Will AI be allowed to make kill decisions?
The U.S. says its AI-driven weapon systems will not be allowed to take lethal action independently. "It's not Terminator," said 18th Airborne Corps Col. Joseph O'Callaghan, who is overseeing the testing of Project Maven. But in a possible sign of what's next, the U.S., Russia, Israel, and others have argued at the United Nations that human control of autonomous weapons is not required by international law. Meanwhile, China has called for narrow legal limits on autonomous weapons that arms-control advocates say are effectively meaningless. In an AI arms race that could decide the global balance of power, no nation is willing to commit to binding agreements that might cede advantage to a less constrained foe. "Individual decisions versus not doing individual decisions is the difference between winning and losing," U.S. Air Force Secretary Frank Kendall said, "and you're not going to lose."

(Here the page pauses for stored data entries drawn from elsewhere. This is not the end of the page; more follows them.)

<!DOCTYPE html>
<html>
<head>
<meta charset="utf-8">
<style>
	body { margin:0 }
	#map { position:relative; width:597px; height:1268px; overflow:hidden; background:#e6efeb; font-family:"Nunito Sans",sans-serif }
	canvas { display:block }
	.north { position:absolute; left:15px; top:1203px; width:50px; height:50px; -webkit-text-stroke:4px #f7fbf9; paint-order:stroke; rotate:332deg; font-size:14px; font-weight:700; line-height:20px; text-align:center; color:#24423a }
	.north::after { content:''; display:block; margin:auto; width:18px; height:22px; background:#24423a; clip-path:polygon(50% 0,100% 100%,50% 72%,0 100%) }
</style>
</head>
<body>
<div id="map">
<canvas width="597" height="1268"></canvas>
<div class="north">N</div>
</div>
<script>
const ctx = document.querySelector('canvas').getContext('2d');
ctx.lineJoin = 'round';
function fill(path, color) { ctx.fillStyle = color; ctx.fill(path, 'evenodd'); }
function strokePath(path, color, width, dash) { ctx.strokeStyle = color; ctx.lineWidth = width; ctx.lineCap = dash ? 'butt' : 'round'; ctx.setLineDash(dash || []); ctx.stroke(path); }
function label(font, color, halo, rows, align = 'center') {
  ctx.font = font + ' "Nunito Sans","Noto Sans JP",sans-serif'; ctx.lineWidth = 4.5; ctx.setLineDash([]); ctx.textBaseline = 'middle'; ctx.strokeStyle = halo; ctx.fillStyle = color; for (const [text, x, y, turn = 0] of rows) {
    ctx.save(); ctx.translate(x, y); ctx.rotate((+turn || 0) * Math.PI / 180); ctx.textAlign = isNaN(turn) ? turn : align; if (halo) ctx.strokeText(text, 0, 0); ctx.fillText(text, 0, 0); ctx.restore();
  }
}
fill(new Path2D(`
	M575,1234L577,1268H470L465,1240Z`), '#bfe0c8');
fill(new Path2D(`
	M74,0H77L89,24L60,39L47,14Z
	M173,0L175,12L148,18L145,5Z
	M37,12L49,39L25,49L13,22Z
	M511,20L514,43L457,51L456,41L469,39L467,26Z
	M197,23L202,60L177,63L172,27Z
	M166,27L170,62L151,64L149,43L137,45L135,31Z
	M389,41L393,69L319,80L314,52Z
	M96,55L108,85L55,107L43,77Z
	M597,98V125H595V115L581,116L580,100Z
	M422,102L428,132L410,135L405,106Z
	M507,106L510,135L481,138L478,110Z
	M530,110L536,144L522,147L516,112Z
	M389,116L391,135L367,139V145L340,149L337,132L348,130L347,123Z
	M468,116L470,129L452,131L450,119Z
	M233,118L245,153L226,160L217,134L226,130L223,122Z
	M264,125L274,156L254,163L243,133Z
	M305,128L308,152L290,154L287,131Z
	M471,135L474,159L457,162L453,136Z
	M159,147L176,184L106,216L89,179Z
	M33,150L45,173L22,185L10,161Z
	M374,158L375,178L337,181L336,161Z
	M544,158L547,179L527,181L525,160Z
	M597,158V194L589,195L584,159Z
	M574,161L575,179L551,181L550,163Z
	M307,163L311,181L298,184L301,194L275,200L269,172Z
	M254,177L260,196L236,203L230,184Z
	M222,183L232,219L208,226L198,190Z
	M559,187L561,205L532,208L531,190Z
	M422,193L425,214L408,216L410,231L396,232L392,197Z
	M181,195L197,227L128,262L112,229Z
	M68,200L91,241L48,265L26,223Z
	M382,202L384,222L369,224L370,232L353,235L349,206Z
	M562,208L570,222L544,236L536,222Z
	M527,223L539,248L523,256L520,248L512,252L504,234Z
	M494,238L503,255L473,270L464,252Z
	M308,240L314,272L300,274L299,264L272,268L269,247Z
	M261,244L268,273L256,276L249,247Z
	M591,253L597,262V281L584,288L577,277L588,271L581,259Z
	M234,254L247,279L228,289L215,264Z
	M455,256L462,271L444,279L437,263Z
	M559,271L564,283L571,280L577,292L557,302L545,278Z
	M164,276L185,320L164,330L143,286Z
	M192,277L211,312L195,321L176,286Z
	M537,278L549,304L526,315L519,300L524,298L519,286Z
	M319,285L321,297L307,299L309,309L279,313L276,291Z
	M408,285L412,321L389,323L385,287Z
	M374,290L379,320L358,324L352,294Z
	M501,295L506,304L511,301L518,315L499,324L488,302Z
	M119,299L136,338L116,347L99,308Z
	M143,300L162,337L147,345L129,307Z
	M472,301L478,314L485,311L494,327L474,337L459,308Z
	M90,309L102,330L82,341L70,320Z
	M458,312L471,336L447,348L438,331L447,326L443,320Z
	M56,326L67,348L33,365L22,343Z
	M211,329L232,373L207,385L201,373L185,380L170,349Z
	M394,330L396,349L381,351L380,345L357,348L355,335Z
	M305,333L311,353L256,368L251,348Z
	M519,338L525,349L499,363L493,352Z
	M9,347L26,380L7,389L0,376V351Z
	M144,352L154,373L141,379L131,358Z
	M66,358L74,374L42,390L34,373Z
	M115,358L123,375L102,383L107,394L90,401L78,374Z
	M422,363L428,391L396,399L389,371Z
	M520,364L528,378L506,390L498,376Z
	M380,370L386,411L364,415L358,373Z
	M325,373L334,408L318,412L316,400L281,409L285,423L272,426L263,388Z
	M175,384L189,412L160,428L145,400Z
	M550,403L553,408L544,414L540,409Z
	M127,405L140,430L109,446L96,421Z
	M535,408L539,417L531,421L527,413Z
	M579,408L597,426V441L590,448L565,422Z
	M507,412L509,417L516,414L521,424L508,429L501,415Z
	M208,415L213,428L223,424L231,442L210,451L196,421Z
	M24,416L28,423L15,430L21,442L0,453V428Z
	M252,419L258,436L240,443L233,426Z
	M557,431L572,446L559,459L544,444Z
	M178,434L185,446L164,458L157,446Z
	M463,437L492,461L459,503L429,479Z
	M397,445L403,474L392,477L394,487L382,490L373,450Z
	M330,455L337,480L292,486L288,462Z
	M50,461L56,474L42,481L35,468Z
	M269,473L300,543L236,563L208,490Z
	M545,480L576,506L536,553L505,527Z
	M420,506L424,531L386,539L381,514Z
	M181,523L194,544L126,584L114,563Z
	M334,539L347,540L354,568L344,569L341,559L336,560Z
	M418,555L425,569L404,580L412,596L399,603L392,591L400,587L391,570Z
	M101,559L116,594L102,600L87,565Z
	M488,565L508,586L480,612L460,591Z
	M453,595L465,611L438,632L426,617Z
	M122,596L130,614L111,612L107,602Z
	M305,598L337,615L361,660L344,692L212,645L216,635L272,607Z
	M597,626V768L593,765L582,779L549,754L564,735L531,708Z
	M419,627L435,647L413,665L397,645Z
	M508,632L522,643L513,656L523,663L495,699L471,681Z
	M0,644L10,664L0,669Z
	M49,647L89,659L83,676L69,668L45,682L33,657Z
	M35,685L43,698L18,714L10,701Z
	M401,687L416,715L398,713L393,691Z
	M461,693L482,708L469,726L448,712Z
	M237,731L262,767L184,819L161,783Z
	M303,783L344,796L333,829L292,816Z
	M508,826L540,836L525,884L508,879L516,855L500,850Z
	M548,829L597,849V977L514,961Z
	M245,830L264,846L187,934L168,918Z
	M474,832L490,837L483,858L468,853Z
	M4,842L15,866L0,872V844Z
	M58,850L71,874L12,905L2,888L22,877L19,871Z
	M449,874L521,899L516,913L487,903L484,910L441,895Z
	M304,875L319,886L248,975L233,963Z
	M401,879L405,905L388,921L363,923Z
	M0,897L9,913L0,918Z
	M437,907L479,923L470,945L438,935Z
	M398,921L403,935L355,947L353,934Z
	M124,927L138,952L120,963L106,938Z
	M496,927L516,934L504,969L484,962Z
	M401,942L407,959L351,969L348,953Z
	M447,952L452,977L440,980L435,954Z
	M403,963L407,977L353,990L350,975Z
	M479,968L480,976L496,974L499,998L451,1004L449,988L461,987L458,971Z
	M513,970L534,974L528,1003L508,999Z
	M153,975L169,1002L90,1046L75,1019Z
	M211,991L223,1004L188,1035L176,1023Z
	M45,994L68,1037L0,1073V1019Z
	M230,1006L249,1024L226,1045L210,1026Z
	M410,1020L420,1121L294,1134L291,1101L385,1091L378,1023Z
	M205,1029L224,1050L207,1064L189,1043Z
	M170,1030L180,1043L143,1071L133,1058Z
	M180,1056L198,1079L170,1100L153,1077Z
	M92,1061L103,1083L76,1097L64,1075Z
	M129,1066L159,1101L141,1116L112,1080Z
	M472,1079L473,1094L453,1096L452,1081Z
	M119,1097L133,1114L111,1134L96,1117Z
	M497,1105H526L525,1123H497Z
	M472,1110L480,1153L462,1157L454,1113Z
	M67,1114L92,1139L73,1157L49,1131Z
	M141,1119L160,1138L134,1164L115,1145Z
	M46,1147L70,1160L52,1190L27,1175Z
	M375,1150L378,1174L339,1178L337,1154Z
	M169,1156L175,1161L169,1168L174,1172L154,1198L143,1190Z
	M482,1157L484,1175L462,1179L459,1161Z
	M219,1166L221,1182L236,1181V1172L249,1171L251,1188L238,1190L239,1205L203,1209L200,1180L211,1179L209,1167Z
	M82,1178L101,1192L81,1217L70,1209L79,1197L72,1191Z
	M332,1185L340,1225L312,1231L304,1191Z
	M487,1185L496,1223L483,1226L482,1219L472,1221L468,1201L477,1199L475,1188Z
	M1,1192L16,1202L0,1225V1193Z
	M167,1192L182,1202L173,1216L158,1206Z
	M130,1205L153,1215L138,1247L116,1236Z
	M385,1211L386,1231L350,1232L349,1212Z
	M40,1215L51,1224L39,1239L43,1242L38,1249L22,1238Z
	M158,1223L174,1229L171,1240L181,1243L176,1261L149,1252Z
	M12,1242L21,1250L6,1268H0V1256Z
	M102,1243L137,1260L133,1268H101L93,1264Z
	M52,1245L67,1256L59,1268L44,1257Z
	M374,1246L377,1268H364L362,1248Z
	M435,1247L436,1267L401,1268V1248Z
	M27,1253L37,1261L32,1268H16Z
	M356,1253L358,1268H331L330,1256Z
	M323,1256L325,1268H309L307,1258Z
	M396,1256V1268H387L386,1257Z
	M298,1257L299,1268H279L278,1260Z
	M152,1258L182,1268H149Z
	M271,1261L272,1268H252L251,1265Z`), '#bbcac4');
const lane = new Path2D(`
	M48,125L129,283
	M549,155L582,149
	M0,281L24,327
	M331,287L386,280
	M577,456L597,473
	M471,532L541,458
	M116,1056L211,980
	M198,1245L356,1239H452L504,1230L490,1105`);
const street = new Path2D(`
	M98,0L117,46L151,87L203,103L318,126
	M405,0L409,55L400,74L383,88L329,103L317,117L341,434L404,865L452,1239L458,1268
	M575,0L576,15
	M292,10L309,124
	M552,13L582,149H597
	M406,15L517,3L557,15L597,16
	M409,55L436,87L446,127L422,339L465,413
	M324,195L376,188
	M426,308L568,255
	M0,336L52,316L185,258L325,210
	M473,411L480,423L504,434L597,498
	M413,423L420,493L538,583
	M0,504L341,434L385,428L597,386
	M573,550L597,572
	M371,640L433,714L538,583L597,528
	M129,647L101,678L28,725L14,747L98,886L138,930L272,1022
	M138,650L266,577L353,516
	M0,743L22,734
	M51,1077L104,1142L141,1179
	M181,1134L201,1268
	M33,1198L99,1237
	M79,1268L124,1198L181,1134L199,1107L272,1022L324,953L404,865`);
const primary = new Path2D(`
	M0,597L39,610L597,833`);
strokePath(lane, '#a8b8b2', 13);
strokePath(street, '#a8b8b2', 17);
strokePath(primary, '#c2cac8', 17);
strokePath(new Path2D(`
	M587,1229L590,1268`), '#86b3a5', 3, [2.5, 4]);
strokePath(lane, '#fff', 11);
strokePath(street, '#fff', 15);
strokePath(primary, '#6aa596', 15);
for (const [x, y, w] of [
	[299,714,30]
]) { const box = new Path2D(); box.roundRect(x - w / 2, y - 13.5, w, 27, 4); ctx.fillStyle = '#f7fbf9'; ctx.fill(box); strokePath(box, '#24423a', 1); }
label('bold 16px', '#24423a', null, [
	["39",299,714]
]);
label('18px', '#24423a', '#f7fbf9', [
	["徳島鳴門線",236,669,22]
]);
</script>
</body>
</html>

Ukraine's frontline AI laboratory
Faced with a larger and better-equipped enemy, Ukraine has turned to AI to help neutralize Russia's battlefield advantage. With the support of U.S. tech firms such as Palantir and Clearview AI, Kyiv has used AI-powered systems to analyze satellite images and drone footage of Russian positions, sift and interpret Russian radio communications, and detect land mines. It has also sent AI-enhanced drones into the air, most of which rely on a human operator to make attack decisions. But electronic jamming by Russian forces can sever the link between human and drone, rendering the vehicle useless. So Ukrainian drone firm Twist Robotics has developed an autonomous quadcopter that can stay on target and complete a strike even if the command signal is blocked — and if the target moves. It's not known if these smart drones have yet been used to kill Russian troops. "The peak of this type of warfare isn't even here yet," a Ukrainian drone commander told The Times (U.K.). "It lies in the future."